■ Activity ■
Nothing should be left out: repeat all the data exactly.

Data excerpt section start

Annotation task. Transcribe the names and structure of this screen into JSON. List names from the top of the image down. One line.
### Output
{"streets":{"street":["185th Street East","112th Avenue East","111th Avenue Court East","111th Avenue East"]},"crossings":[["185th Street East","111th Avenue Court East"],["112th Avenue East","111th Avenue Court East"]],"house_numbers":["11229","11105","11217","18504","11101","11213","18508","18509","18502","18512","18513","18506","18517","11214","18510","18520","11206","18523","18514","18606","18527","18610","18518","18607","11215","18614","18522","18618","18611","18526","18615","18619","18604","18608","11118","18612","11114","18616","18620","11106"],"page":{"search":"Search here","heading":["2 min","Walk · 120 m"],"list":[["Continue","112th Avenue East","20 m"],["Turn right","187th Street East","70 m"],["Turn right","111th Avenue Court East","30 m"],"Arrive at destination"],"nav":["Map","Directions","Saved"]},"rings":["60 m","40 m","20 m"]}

Data excerpt section end

■ Task output ■
Annotation task. Transcribe the names and structure of this screen into JSON. List names from the top of the image down. One line.
### Output
{"streets":{"street":["185th Street East","112th Avenue East","111th Avenue Court East","111th Avenue East"]},"crossings":[["185th Street East","111th Avenue Court East"],["112th Avenue East","111th Avenue Court East"]],"house_numbers":["11229","11105","11217","18504","11101","11213","18508","18509","18502","18512","18513","18506","18517","11214","18510","18520","11206","18523","18514","18606","18527","18610","18518","18607","11215","18614","18522","18618","18611","18526","18615","18619","18604","18608","11118","18612","11114","18616","18620","11106"],"page":{"search":"Search here","heading":["2 min","Walk · 120 m"],"list":[["Continue","112th Avenue East","20 m"],["Turn right","187th Street East","70 m"],["Turn right","111th Avenue Court East","30 m"],"Arrive at destination"],"nav":["Map","Directions","Saved"]},"rings":["60 m","40 m","20 m"]}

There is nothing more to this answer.